Iran deal, China, SCOTUS nominee concerns, and more…
By Team DML
Today is March 21 and I am Dennis Michael Lynch. Below are my opinions on the stories grabbing headlines this morning. I hope you share this briefing as doing so will make you the smartest person in the room, in my opinion. .
1 – Iran Nuclear Deal’s Final Hurdle Is Lifting Terrorism Sanctions on Revolutionary Guards
The Wall Street Journal reports: The effort to revive the 2015 nuclear deal agreement now hinges on perhaps the most politically sensitive issue in the negotiations: whether to remove the U.S. terrorism designation for Iran’s elite Revolutionary Guards, the country’s powerful security force, diplomats said
The issue is galvanizing opposition to the nuclear deal in Washington and among Middle East allies such as Israel, where the government issued stinging public criticism of any attempt to remove the terrorism designation of the Islamic Revolutionary Guard Corps.
Senior U.S. officials say a failure to find a compromise with Iran on the issue quickly could cause a breakdown in negotiations that—over almost a year—have resolved nearly every other disagreement.
The U.S. has accused the Guards of killing hundreds of Americans, while its elite Quds Force has arranged weapons and support for proxy forces throughout the region and for pro-Iranian groups that fought in Syria. The IRGC has long faced U.S. sanctions for its ballistic-missiles programs and alleged human-rights violations and was placed on the counterterror sanctions list in 2017.

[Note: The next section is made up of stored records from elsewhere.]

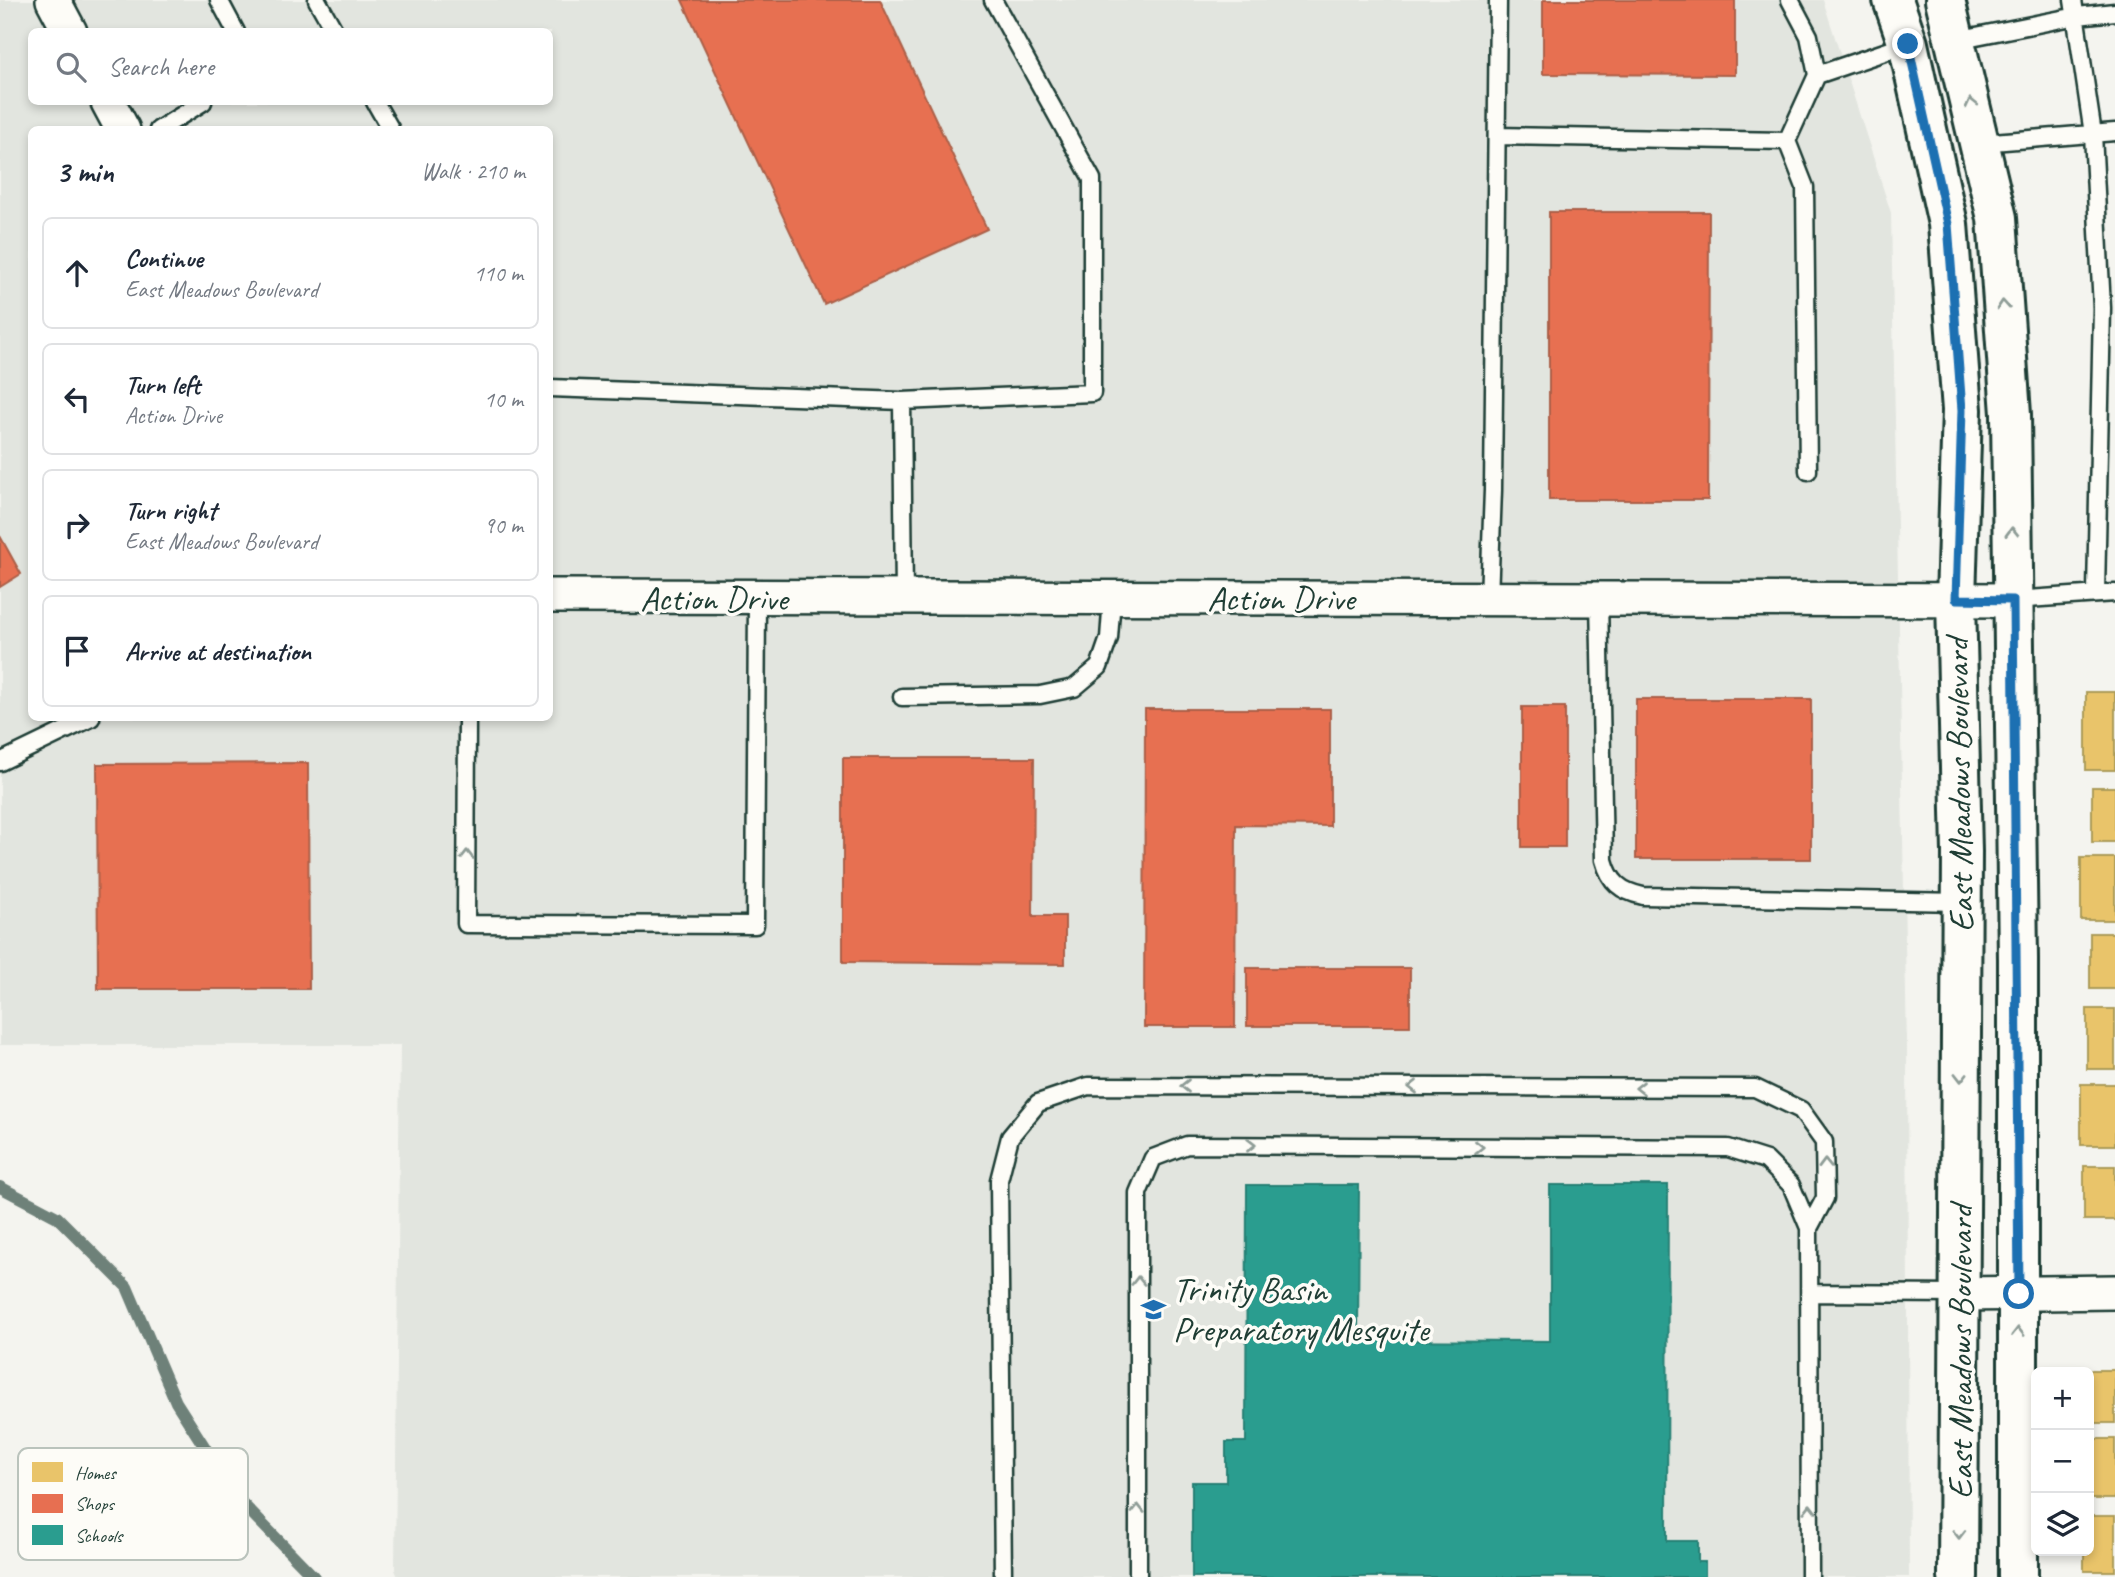 <!DOCTYPE html>
<html lang="en">
<head>
<meta charset="utf-8">
<style>
	:root { --surface:#fff; --page:#f2f2f3; --text:#1f2937; --muted:#747a83; --line:#e0e1e3 }
	body { margin:0; font-family:Caveat,sans-serif; background:var(--page); color:var(--text) }
	.controls { position:absolute; right:21px; bottom:21px; display:grid; overflow:hidden; border-radius:10px; box-shadow:0 4px 10px #0003 }
	.controls button { width:63px; height:63px; display:grid; place-items:center; padding:0; border:0; border-bottom:2px solid var(--line); background:var(--surface); color:var(--text); font:35px sans-serif }
	.stop { position:absolute; width:21px; height:21px; margin:-16px; border:5px solid #1f6fb2; border-radius:50%; background:#fff }
	.stop.end { background:#1f6fb2; border-color:#fff; box-shadow:0 2px 7px #0008 }
	.list { margin:0; padding:0; list-style:none }
	h2 { display:flex; justify-content:space-between; align-items:center; height:91px; margin:0; padding:0 28px; font-size:30px }
	h2 small { font-size:23px; font-weight:400; color:var(--muted) }
	.list li { display:grid; grid-template-columns:46px 1fr auto; gap:21px; align-items:center; box-sizing:border-box; height:112px; margin:0 14px 14px; padding:0 14px; border:2px solid var(--line); border-radius:10px }
	.list b { display:block; font-size:26px; white-space:nowrap }
	.list p { margin:0; font-size:23px; white-space:nowrap; color:var(--muted) }
	.list em { font-size:23px; font-style:normal; color:var(--muted) }
	.icon { flex:none; width:38px; height:38px; fill:none; stroke:currentColor; stroke-width:2; stroke-linecap:round; stroke-linejoin:round }
	.map { position:relative; flex:none; width:2115px; height:1577px; overflow:hidden }
	.search { position:absolute; background:var(--surface); box-shadow:0 4px 10px #0003; left:28px; top:28px; width:525px; height:77px; display:flex; align-items:center; gap:18px; box-sizing:border-box; padding:0 24px; border-radius:10px; color:var(--muted); font-size:26px }
	.panel { position:absolute; background:var(--surface); box-shadow:0 4px 10px #0003; left:28px; top:126px; width:525px; height:595px; border-radius:10px }
	.map>svg:first-child { display:block }
</style>
</head>
<body>
<div class="map">
<svg width="2115" height="1577" viewBox="0 0 2115 1577">
	<rect width="100%" height="100%" fill="#f4f4ef"/>
	<filter id="ink" filterUnits="userSpaceOnUse"><feTurbulence type="fractalNoise" baseFrequency=".0143" numOctaves="2"/><feDisplacementMap in="SourceGraphic" scale="14" xChannelSelector="R" yChannelSelector="G"/><feConvolveMatrix kernelMatrix="1 2 1 2 8 2 1 2 1" color-interpolation-filters="sRGB"/></filter>
	<g filter="url(#ink)">
		<path fill="#e2e5df" fill-rule="evenodd" d="M0,0H1823L1891,213L1907,1047L1909,1577H398L395,1570L400,1045H0ZM32,32H550V102H32ZM32,130H550V718H32Z"/>
		<path fill="#e9c46a" stroke="#ac9c5a" stroke-width="2" d="M2086,692H2115V770H2086Z
			M2092,787H2115V842H2092Z
			M2081,858H2115V920H2081Z
			M2090,933H2115V989H2090Z
			M2087,1009H2115V1069H2087Z
			M2081,1084H2115V1145H2081Z
			M2084,1166H2115V1220H2084Z
			M2080,1370H2115V1423H2089V1372Z
			M2089,1439H2115V1499H2089Z
			M2089,1516H2115V1571H2084V1551H2089Z"/>
		<path fill="#e76f51" stroke="#ab6048" stroke-width="2" d="M682,0H880L987,229L824,304Z
			M1543,0H1735V75L1543,74Z
			M1549,212H1709L1708,500H1549Z
			M0,536L21,574L0,587Z
			M1636,699H1811V859H1636Z
			M1522,707H1565V847H1522Z
			M1145,709H1330V826L1236,825L1235,1027H1144Z
			M843,758H1034L1033,916H1065V964L843,962Z
			M308,763L309,989H98L97,764Z
			M1247,968H1410V1026H1247Z"/>
		<path fill="#2a9d8f" stroke="#278074" stroke-width="2" d="M1247,1185H1359L1358,1340L1550,1341V1185H1668L1667,1541H1698V1562H1705V1577H1192V1482H1226V1442H1246Z"/>
		<g fill="none" stroke-linecap="round" stroke-linejoin="round">
			<path stroke="#6e8179" stroke-width="12" d="M0,1187L57,1217L127,1287L176,1402L237,1498L314,1577"/>
			<defs>
				<path id="service" d="M219,0L236,32
					M317,0L335,32
					M1790,0L1809,36L1817,75
					M2073,0L2093,134L2102,308L2096,592
					M1956,40L2077,16L2115,12
					M375,102L391,130
					M158,130L203,102
					M1497,136L1787,141L1817,75L1908,44
					M1787,141L1805,187L1808,471
					M1980,143L2115,132
					M550,388L902,401L904,597
					M902,401L1092,393V179L993,0
					M1489,598L1493,490L1498,0
					M1599,598L1604,860C1610,882 1620,891 1643,896L1962,902
					M2013,600L2115,593
					M902,697L1040,695L1074,688L1099,667L1109,638L1112,598
					M467,718L466,924L755,925L757,599
					M0,762L91,718
					M1810,1293L1960,1294
					M1003,1577L999,1180L1010,1137L1038,1103L1088,1086L1755,1088L1801,1110L1824,1142L1825,1198L1809,1228
					M1138,1577V1193L1153,1158L1187,1145L1728,1148L1766,1160L1791,1185L1809,1228L1810,1577"/>
				<path id="minor" d="M53,0L70,32
					M108,102L123,130
					M550,596L2013,600
					M1960,1294L2115,1292"/>
				<path id="tertiary" d="M1893,0L1908,44L1948,224L1962,410L1956,599L1962,852L1958,1577
					M1945,0L1997,218L2011,414L2018,959V1577"/>
			</defs>
			<use href="#service" stroke="#1f3d34" stroke-width="21"/>
			<use href="#minor" stroke="#1f3d34" stroke-width="38"/>
			<use href="#tertiary" stroke="#1f3d34" stroke-width="44"/>
			<use href="#service" stroke="#fdfcf7" stroke-width="16"/>
			<use href="#minor" stroke="#fdfcf7" stroke-width="33"/>
			<use href="#tertiary" stroke="#fdfcf7" stroke-width="38"/>
		</g>
		<defs><path id="oneway-chevron" d="M-2-3.5L2.5 0L-2 3.5" fill="none" stroke-width="1.6" stroke-linecap="round" stroke-linejoin="round" transform="scale(1.75)"/></defs>
		<g stroke="#8e9c96">
			<use href="#oneway-chevron" transform="translate(1971 103) rotate(-103)"/>
			<use href="#oneway-chevron" transform="translate(2003 305) rotate(-94)"/>
			<use href="#oneway-chevron" transform="translate(2012 532) rotate(-91)"/>
			<use href="#oneway-chevron" transform="translate(467 855) rotate(-90)"/>
			<use href="#oneway-chevron" transform="translate(1961 1077) rotate(90)"/>
			<use href="#oneway-chevron" transform="translate(1185 1086) rotate(-180)"/>
			<use href="#oneway-chevron" transform="translate(1413 1087) rotate(-180)"/>
			<use href="#oneway-chevron" transform="translate(1640 1088) rotate(-180)"/>
			<use href="#oneway-chevron" transform="translate(1251 1145)"/>
			<use href="#oneway-chevron" transform="translate(1479 1147)"/>
			<use href="#oneway-chevron" transform="translate(1825 1164) rotate(-91)"/>
			<use href="#oneway-chevron" transform="translate(1138 1281) rotate(-90)"/>
			<use href="#oneway-chevron" transform="translate(2018 1332) rotate(-90)"/>
			<use href="#oneway-chevron" transform="translate(1138 1509) rotate(-90)"/>
			<use href="#oneway-chevron" transform="translate(1810 1509) rotate(-90)"/>
			<use href="#oneway-chevron" transform="translate(1959 1534) rotate(90)"/>
		</g>
	</g>
	<g fill="none" stroke-linecap="round" stroke-linejoin="round" filter="url(#ink)">
		<path stroke="#1f6fb2" stroke-width="9" d="M1908,44L1948,224L1962,410L1956,599L2013,600L2019,1294"/>
	</g>
	<defs>
		<symbol id="school-bare" viewBox="-9 -9 18 18"><path d="M0-5L7-2L0 1L-7-2ZM-4 1L0 2.5L4 1V4Q0 6-4 4Z" fill="#1f6fb2" stroke="#fdfcf7" stroke-width="2.5" paint-order="stroke"/></symbol>
	</defs>
	<g fill-rule="evenodd">
		<use href="#school-bare" x="1136" y="1292" width="35" height="35"/>
	</g>
	<g text-anchor="middle" dominant-baseline="central" stroke-width="7" stroke-linejoin="round" paint-order="stroke">
		<g font-size="35" fill="#1f3d34" stroke="#fdfcf7">
			<text x="714" y="598">Action Drive</text>
			<text x="1281" y="598">Action Drive</text>
			<text transform="translate(1959 785) rotate(-91)">East Meadows Boulevard</text>
			<text transform="translate(1960 1352) rotate(-90)">East Meadows Boulevard</text>
		</g>
		<g font-size="35" fill="#1f3d34" stroke="#fdfcf7" text-anchor="start">
			<text x="1173" y="1289">Trinity Basin<tspan x="1173" dy="40">Preparatory Mesquite</tspan></text>
		</g>
	</g>
	<rect x="18" y="1448" width="230" height="112" rx="10" fill="#fdfcf7" stroke="#bac3bc" stroke-width="2"/>
	<rect x="32" y="1462" width="31" height="20" fill="#e9c46a"/>
	<rect x="32" y="1494" width="31" height="19" fill="#e76f51"/>
	<rect x="32" y="1525" width="31" height="20" fill="#2a9d8f"/>
	<g font-size="19" fill="#1f3d34">
		<text x="75" y="1479">Homes</text>
		<text x="75" y="1510">Shops</text>
		<text x="75" y="1542">Schools</text>
	</g>
</svg>
<div class="controls">
<button>+</button>
<button>−</button>
<button><svg class="icon" aria-label="layers" viewBox="0 0 24 24"><path d="M12 4l9 5-9 5-9-5zM3 14l9 5 9-5"/></svg></button>
</div>
<div class="stop" style="left:2019px;top:1294px"></div>
<div class="stop end" style="left:1908px;top:44px"></div>
<div class="search"><svg class="icon" aria-label="search" viewBox="0 0 24 24"><circle cx="10" cy="10" r="6"/><path d="M15 15l6 6"/></svg>Search here</div>
<section class="panel">
<h2>3 min<small>Walk · 210 m</small></h2>
<ul class="list">
<li><svg class="icon" aria-label="ahead" viewBox="0 0 24 24"><path d="M12 20V5M6 11l6-6 6 6"/></svg><div><b>Continue</b><p>East Meadows Boulevard</p></div><em>110 m</em></li>
<li><svg class="icon" aria-label="left" viewBox="0 0 24 24"><path d="M17 20v-9H6M10 6l-5 5 5 5"/></svg><div><b>Turn left</b><p>Action Drive</p></div><em>10 m</em></li>
<li><svg class="icon" aria-label="right" viewBox="0 0 24 24"><path d="M7 20v-9h11M14 6l5 5-5 5"/></svg><div><b>Turn right</b><p>East Meadows Boulevard</p></div><em>90 m</em></li>
<li><svg class="icon" aria-label="arrive" viewBox="0 0 24 24"><path d="M6 21V4h12l-3 4 3 4H6"/></svg><div><b>Arrive at destination</b></div></li>
</ul>
</section>
</div>
</body>
</html>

In arguing for lifting the terror sanctions, U.S. officials have said the threat posed by the IRGC and other terrorist-listed entities would be much worse if Iran gets nuclear weapons. Iran, which says its nuclear program is peaceful, is currently weeks away from having enough highly enriched uranium for a bomb, according to the U.N. atomic agency.
DML: 80 million people really voted for this???
2 – Ketanji Brown Jackson to face Senate Judiciary: Here’s what to expect
Washington Examiner reports: President Joe Biden’s Supreme Court nominee, Judge Ketanji Brown Jackson, will head into hearings before the Senate Judiciary Committee on Monday, where members on the panel will ultimately decide whether to send her nomination off to a full vote in the Senate.
Jackson, 51, has spent more than two weeks engaging in private meetings with nearly half of the Senate in preparation for two full days of questions by members on the committee. Senators and the nominee will deliver opening statements Monday, while members of the committee will each have 30 minutes to question Jackson on Tuesday and an additional 20 minutes Wednesday.